Bringen wir es direkt auf den Punkt: Die Windgeschwindigkeiten, die mit dem Orkan morgen am Vormittag erreicht werden, sind in den höheren Luftschichten extrem. Das wäre noch verkraftbar, wenn es nur dabei bliebe. Die Berge wären dann ungemütlich mit Sturm und Orkan. Allerdings zieht der Orkan "Burglind" von der Nordsee weiter zur Ostsee und schiebt seine Kaltfront quer über Deutschland. Am heftigsten wird es südlich einer Linie von Nordrhein-Westfalen bis in den bayerischen Wald. Entlang dieser Kaltfront entstehen die höchsten Windgeschwindigkeiten - besonders bei Gewittern.

Konkret: Böen werden kurzfristig wie Peitschenhiebe aus den höheren Luftschichten nach unten schlagen und das mit Orkanstärke. Die Geschwindigkeiten erreichen dabei 120 Kilometer pro Stunde, teils aber noch deutlich mehr. Böen in den Bergen, also oberhalb von 600 Metern, können mehr als 140 Kilometer pro Stunde betragen, manch ein Modell sieht auch mal die 200-Kilometer-pro-Stunde-Grenze fallen.

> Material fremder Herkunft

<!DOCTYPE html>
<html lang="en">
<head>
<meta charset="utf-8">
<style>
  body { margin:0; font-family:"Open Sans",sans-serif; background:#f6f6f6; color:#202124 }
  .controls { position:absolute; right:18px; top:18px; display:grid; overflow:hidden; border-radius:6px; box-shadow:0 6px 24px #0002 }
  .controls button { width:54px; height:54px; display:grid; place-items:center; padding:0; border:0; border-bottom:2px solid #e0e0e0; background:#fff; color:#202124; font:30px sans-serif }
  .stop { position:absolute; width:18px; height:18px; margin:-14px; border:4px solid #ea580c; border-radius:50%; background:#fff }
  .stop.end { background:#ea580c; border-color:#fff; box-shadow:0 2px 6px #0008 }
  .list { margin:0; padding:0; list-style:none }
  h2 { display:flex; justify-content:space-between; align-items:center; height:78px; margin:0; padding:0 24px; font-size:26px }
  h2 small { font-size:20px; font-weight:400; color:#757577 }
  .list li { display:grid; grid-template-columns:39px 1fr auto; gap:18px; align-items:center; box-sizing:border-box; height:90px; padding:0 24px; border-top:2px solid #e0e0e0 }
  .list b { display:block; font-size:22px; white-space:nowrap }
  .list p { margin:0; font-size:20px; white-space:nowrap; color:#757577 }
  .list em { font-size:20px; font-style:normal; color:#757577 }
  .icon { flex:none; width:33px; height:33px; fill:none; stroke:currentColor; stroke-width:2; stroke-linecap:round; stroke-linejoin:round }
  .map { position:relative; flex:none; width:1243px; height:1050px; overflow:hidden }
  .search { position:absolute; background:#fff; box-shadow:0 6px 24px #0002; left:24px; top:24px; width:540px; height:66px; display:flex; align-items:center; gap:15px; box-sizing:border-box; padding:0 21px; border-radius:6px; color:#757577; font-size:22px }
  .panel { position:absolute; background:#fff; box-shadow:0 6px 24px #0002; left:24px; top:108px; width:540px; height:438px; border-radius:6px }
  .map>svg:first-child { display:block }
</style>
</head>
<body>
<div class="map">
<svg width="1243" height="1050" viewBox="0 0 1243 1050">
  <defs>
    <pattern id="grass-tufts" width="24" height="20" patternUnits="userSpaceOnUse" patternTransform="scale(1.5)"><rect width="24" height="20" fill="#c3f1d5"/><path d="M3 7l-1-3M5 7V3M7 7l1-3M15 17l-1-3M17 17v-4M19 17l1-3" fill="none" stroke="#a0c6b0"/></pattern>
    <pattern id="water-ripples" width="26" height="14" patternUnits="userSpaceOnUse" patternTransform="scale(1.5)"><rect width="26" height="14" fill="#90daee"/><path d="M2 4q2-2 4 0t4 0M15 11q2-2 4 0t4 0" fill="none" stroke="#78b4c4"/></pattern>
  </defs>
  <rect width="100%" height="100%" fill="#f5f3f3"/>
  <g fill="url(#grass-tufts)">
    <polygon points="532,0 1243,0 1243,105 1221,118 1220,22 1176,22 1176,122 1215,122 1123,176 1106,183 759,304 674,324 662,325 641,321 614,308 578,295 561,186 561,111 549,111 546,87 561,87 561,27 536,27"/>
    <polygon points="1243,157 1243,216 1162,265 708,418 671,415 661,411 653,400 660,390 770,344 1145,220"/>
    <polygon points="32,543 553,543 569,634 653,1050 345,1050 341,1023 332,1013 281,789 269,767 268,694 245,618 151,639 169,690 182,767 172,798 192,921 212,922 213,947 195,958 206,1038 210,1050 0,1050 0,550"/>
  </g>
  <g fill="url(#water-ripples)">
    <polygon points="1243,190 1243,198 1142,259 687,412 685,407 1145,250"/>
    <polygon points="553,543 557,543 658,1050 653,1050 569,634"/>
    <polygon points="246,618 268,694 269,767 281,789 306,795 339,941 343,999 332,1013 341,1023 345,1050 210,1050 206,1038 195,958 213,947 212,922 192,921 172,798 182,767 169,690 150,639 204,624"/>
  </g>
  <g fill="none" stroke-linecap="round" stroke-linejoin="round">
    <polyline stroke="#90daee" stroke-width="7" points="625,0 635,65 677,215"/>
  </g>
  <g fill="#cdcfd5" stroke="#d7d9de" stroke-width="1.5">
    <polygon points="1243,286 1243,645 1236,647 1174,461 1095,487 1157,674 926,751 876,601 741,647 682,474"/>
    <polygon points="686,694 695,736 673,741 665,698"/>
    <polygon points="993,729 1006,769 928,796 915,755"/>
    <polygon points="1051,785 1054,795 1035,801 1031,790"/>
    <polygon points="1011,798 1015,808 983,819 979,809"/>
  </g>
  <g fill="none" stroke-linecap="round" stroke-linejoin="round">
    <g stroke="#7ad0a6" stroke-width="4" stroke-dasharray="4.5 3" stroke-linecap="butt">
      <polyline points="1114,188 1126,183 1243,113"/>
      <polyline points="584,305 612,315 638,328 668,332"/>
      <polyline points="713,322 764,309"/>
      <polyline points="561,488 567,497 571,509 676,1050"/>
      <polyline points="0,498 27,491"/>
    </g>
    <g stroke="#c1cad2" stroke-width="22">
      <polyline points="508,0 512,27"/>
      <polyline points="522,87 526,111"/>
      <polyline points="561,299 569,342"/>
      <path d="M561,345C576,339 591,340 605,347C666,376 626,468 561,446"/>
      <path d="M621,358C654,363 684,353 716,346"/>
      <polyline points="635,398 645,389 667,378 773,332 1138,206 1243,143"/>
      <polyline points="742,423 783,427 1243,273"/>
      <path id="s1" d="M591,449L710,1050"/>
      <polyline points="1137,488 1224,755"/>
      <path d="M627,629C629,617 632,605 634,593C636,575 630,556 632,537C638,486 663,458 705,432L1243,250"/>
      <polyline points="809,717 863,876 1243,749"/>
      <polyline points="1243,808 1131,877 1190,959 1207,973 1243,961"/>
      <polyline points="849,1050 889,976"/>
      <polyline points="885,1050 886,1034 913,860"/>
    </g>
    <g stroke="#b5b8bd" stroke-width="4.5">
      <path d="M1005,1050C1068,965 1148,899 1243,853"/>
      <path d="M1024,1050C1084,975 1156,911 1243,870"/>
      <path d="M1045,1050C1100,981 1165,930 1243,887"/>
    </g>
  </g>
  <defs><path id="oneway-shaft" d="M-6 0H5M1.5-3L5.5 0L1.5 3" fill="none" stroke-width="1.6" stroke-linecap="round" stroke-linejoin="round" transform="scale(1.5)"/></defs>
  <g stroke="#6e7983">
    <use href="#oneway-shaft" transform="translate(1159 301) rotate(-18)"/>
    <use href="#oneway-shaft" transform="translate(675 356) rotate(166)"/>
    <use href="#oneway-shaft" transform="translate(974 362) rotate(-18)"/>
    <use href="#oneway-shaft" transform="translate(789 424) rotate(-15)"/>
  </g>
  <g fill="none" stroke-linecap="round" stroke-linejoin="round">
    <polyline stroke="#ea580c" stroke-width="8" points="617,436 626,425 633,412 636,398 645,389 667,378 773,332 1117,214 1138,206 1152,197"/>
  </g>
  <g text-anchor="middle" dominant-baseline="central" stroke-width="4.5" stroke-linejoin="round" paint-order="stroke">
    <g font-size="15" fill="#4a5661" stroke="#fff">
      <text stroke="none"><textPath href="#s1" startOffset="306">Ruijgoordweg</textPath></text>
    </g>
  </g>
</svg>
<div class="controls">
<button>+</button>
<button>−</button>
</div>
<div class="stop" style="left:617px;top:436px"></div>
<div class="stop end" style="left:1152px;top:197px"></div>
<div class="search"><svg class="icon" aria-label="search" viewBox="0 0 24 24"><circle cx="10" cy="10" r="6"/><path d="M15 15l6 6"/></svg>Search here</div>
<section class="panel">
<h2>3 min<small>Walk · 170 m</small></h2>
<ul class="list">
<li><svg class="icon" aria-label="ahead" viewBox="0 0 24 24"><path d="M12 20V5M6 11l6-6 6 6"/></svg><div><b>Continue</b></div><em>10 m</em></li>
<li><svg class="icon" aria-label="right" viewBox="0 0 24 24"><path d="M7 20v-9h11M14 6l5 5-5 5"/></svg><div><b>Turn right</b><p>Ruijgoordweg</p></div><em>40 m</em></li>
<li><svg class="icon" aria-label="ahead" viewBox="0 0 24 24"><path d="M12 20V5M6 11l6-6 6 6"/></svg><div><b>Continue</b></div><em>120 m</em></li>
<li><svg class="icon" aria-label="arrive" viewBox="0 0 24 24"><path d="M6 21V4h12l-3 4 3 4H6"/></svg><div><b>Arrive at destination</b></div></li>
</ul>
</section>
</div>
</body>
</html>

Wetterkarte zu Orkan Burglind
Orkan Burglind beschert weiten Teilen Deutschlands am Mittwoch extreme Sturmböen.

Berge, Bäume und Baugerüste meiden

Der Wind kommt also mit dem Regen und den Gewittern. Hinter der Kaltfront ist es nicht mehr so heftig, windig bleibt's aber, auch in den anderen Regionen Deutschlands. Entlang der Nordsee und später auch an der Ostsee kann es Böen über 100 Kilometer pro Stunde geben.

Tipp: Besonders bei aufkommendem Regen und Gewittern, also wenn Sie Donnergrollen hören oder Regen in Sicht ist, wird es am heftigsten. Am besten Berge, Bäume und Baugerüste meiden. Vorsicht auch auf Autobahnen, hinter Schneisen, LKWs und Brücken.

Insgesamt sind Behinderungen im Flug- und Bahnverkehr sowie auf den Straßen zu befürchten. Achten Sie bitte auf die Warnungen in den Wetterberichten und auch auf die amtlichen Unwetterwarnungen des Deutschen Wetterdienstes.